It’s that time of year!
By now if you haven’t heard about the release of a new, previously unreleased batch of lost recordings by legendary jazz musician John Coltrane, you’ve probably been living under something of a musical rock when it comes to jazz (no offense, but this is pretty big news in jazz circles). In short, the performances on this fine new archival release comes from a safety master tape given to Coltrane back in the day (and thankfully preserved and recently rediscovered by the powers that be involved with his estate). This recording is especially appealing for fans of the arguable “peak period” for this influential saxophonist, composer, arranger, bandleader and visionary.
Recorded in one 1963 afternoon session by equally legendary engineer / producer Rudy Van Gelder, the music on Both Directions At Once: The Lost Album features what many regard as Coltrane’s “classic” quartet” including McCoy Tyner on Piano, Jimmy Garrison on Bass and Elvin Jones on Drums. Made during the same prolific year in which he released four albums (Duke Ellington & John Coltrane, Ballads, John Coltrane & Johnny Hartman and Impressions), the back story behind why this music got lost in the first place is something of a mystery (detailed in the liner notes) but it stands to reason that the volume of other releases issued that year, many leaning to more commercial territory in terms of popular appeal, may have contributed to it’s shelving.

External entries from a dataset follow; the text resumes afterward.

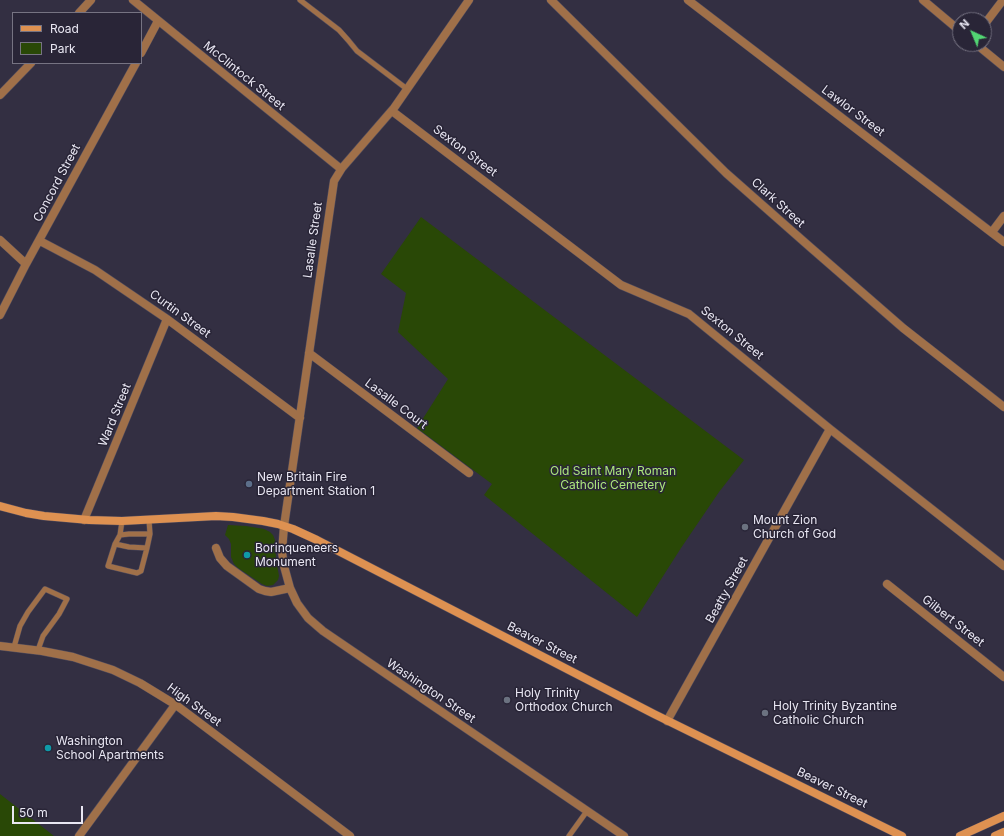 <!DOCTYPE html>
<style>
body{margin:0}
#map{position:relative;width:1004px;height:836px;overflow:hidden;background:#332f42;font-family:Inter,sans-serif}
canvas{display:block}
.legend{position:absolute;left:12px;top:12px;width:130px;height:52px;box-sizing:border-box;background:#292537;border:1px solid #767382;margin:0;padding:5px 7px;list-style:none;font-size:12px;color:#e9e7f3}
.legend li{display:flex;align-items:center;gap:8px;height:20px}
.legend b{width:20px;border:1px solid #767382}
.north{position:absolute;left:952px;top:12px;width:40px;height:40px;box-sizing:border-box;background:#292537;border:1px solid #767382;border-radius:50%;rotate:316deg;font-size:11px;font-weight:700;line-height:16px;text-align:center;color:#e9e7f3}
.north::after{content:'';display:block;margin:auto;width:14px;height:18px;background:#52d673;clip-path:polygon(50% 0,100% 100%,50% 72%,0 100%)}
.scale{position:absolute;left:12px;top:806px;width:71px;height:18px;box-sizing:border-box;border:2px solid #e9e7f3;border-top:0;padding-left:5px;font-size:12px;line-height:14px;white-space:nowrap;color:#e9e7f3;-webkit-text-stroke:3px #292537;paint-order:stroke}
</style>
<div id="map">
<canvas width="1004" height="836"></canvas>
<ul class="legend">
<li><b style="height:5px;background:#de9151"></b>Road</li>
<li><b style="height:11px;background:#294806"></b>Park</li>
</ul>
<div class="north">N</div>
<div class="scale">50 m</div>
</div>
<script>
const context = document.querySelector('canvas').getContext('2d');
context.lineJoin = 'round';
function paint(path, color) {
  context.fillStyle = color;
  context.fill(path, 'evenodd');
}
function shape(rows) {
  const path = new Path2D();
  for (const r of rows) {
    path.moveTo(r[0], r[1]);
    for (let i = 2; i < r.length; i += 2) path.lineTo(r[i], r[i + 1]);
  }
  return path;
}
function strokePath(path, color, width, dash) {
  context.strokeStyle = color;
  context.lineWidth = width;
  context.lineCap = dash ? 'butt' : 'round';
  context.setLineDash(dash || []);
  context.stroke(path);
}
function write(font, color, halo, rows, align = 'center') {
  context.font = font + ' Inter,sans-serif';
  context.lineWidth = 3;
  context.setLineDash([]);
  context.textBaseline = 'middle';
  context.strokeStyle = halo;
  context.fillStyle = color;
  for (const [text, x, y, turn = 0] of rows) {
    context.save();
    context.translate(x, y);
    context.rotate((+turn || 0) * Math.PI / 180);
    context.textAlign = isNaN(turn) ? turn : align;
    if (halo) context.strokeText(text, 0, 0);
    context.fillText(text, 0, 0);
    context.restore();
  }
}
paint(shape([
 [421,217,744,460,719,492,681,548,637,617,484,495,492,484,417,428,448,379,398,332,406,293,381,274],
 [228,525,246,526,264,529,270,532,273,535,275,540,276,559,279,576,278,580,273,585,267,586,262,584,238,568,234,564,231,557,231,544,229,539,225,535],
 [0,794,54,836,0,836]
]), '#294806');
const lane = shape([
 [300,0,339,30,348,40,357,51,407,89],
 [122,521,120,535,115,544,108,566,137,573,141,571,147,548,150,534,149,520],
 [120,535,129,534,150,534],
 [115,544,129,547,147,548],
 [14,647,20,626,28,612,45,589,67,599,59,614,43,636,38,650],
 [569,836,587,811]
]);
const street = shape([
 [133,0,341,169],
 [469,0,394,108,342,168,334,181,284,526,282,552,284,566,290,588,297,603,308,618,323,631,624,836],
 [551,0,726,173,810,247,903,328,1004,407],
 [688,0,1004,242],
 [923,0,960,31],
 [79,13,91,0],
 [984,25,1003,0],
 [976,44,1004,67],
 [141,53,158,21],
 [0,95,31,63],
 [392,111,621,285,689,314,830,429,1004,566],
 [992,232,1004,216],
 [0,240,26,264],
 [40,241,95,270,167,319,300,418],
 [0,315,26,264,136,63],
 [309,353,469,473],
 [84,520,167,319],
 [216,548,220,558,227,566,259,589,265,591,271,592,290,588],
 [887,584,1004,677],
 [0,646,42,651,73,657,113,670,140,683,176,705,350,836],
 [667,721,830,429],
 [79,836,175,705]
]);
const secondary = shape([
 [0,506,26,513,44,516,89,520,122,521,216,516,233,517,263,521,278,524,293,529,317,540,654,714,902,836],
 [960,836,1004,816],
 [995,836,1004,832]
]);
strokePath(lane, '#504c5e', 6);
strokePath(street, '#504c5e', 9);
strokePath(secondary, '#504c5e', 9);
strokePath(lane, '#a07049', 5);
strokePath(street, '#a07049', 8);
strokePath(secondary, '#de9151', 8);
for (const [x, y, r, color] of [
 [249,484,4,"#5c6f8a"],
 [745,527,4,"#6b7280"],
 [247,555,4,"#0f9aa8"],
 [507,700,4,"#6b7280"],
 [765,713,4,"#6b7280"],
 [48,748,4,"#0f9aa8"]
]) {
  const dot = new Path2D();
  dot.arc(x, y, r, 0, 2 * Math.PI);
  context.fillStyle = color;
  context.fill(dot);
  strokePath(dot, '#292537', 1.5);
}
write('12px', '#e9e7f3', '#292537', [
 ["McClintock Street",244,76,39],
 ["Lawlor Street",853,111,37],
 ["Sexton Street",465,151,37],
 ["Concord Street",57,183,-62],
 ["Clark Street",778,203,42],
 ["Lasalle Street",313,240,-82],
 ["Curtin Street",180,314,36],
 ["Sexton Street",732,333,39],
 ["Lasalle Court",396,404,37],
 ["Ward Street",115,415,-68],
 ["Beatty Street",727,590,-61],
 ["Gilbert Street",953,621,38],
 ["Beaver Street",542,643,27],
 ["Washington Street",431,691,34],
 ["High Street",194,705,36],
 ["Beaver Street",832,788,26]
]);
write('12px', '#ace77c', '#292537', [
 ["Old Saint Mary Roman",613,471],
 ["Catholic Cemetery",613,485]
]);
write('12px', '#e9e7f3', '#292537', [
 ["New Britain Fire",257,477],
 ["Department Station 1",257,491],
 ["Mount Zion",753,520],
 ["Church of God",753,534],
 ["Borinqueneers",255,548],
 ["Monument",255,562],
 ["Holy Trinity",515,693],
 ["Orthodox Church",515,707],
 ["Holy Trinity Byzantine",773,706],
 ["Catholic Church",773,720],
 ["Washington",56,741],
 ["School Apartments",56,755]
], 'left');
</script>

Fortunately, these 1/4-inch analog master safety tapes were saved and they are a joy, presenting this well oiled group flying high and alive without a net, essentially warming up before they headed into New York for a concert performance. The quality of these recordings is very high, mastered by Kevin Reeves at Universal Music Mastering.
Generally the standard weight vinyl used on the Deluxe Edition vinyl two-LP set sounds fine — I say generally because mine has some minor (but still audible) surface noise issues. While the discs are well centered, it would have been nice if the label had gone that step further and put this out on at least 180-gram vinyl; admittedly, while heavy weight vinyl is no guarantee for quieter presentation of the music, depending on the production plant used, the chances are good that it might have mitigated some of the noise issues my copy of the album seemed to be having. Other than that, the music on Both Directions At Once: The Lost Album sounds pretty rich overall and the performances exemplary.

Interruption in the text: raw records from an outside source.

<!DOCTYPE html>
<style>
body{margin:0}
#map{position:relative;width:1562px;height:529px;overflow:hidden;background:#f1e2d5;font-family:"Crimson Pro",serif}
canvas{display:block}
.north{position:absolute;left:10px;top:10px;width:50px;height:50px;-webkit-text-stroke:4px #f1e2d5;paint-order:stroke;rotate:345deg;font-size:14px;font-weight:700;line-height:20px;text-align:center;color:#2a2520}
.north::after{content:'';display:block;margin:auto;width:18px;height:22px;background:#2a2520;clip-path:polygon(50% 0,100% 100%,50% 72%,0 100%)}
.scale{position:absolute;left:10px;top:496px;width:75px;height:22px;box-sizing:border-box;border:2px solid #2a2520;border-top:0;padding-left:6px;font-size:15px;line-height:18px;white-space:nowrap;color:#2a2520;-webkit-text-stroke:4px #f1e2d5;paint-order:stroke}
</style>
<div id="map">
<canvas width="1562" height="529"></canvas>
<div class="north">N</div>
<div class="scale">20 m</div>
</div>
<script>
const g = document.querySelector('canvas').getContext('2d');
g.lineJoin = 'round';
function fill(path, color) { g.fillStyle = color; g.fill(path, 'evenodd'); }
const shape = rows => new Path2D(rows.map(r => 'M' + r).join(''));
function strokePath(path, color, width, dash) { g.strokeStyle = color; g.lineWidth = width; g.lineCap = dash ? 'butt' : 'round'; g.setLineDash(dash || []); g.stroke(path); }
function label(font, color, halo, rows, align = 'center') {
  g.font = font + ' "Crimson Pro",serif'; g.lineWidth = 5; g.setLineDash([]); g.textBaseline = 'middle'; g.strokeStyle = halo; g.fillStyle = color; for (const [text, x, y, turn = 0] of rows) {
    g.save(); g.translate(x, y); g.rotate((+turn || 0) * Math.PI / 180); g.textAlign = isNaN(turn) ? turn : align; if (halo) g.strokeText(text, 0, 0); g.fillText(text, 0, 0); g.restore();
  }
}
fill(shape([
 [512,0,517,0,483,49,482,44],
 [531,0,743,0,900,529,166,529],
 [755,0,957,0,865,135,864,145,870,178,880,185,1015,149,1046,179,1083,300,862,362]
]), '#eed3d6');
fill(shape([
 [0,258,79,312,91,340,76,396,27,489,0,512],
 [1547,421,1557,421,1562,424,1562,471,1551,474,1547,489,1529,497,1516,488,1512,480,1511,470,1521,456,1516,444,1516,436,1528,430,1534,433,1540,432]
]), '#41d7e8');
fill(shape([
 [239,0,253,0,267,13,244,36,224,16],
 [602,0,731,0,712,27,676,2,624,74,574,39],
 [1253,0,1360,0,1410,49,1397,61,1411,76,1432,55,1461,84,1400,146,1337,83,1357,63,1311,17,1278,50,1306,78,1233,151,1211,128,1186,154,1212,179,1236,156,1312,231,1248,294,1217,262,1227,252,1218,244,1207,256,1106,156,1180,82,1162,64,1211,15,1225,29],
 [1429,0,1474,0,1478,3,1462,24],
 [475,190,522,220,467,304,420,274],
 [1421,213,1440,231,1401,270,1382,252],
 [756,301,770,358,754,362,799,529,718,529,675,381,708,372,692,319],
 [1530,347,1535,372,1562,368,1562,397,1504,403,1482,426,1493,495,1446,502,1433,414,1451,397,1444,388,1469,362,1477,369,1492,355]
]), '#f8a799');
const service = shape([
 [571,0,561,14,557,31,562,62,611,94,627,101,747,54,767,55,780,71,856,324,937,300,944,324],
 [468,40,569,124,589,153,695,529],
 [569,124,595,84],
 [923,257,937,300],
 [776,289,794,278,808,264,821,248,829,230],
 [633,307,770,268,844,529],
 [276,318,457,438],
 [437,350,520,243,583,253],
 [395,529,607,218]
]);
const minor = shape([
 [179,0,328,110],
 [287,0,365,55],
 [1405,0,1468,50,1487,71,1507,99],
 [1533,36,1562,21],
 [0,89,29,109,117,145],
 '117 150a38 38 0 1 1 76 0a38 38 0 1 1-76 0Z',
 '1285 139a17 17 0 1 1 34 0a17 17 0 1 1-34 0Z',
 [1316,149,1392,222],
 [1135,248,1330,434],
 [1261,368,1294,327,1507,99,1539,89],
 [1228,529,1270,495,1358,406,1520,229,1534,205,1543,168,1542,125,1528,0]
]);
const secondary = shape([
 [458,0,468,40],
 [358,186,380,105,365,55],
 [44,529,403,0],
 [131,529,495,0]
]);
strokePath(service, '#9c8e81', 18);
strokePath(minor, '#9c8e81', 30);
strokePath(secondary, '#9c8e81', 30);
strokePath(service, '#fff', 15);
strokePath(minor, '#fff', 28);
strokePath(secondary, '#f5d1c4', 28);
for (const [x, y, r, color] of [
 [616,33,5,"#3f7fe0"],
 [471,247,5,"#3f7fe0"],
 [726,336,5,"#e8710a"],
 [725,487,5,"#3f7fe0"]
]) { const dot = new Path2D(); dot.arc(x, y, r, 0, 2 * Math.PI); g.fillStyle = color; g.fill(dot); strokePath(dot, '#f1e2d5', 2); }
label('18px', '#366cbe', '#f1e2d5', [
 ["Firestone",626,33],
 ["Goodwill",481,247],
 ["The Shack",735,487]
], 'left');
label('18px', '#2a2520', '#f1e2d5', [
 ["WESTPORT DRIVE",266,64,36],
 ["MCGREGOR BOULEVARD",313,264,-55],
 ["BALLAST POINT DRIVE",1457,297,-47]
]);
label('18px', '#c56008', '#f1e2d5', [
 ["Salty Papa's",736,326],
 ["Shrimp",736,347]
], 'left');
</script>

For those of you who enjoy streaming, the album is up on Tidal already and if you have the appropriate DAC with MQA converters, you can hear this music in 192 kHz, 24-bit fidelity and it generally sounds real good. Perhaps my only complaint on that front is that the cymbals sound a bit… well… swishy (if you will) in comparison to the cleaner-sounding and more naturally decaying strikes I am hearing on the LP version. I also notice a bit more depth to the instruments in general on the vinyl. This difference in sonic perspective could be due to any number of variables, not the least being (suspected on my part) bandwidth limiting by my ISP. This issue is not a big deal for casual listening at work on computer-grade speakers but for those of you looking for the best possible experience you might want to consider your options.
As far as the more complete listening experience goes, that also depends on your perspective. Personally I find the lovely die-cut gatefold album cover quite nicely done and complementary to the music — apparently as we learn in the liner notes it one of the titles Coltrane was perhaps considering for this music included the word “triangles”). Speaking of liner notes, they are extensive and — while curiously presented as one side of a large fold out poster — they are compelling including comments from the great and influential saxophonist Wayne Shorter. The vinyl and CD versions feature period-accurate orange Impulse records labels and the designers even included the trademark orange / black spine design, so your new LP will fits in perfectly in your collection alongside original albums in Coltrane’s catalog.
My favorite tunes thus far include the sort of latin flavored “Untitled Original 11386” and the lovely rendition of “Nature Boy.” “One Up, One Down” is pretty smokin’ too!
You can find Both Directions At Once: The Lost Album at Amazon both on single vinyl or as a two LP deluxe edition (containing all the known outtakes). And as I’ve mentioned the whole album is streaming on Tidal if you have a subscription to the service.
Anyway to get it, Both Directions At Once: The Lost Album is an exciting discovery and essential listen for Coltrane fans. I know that I’ll be keeping this in my “play” bin for quite some time, I can tell already.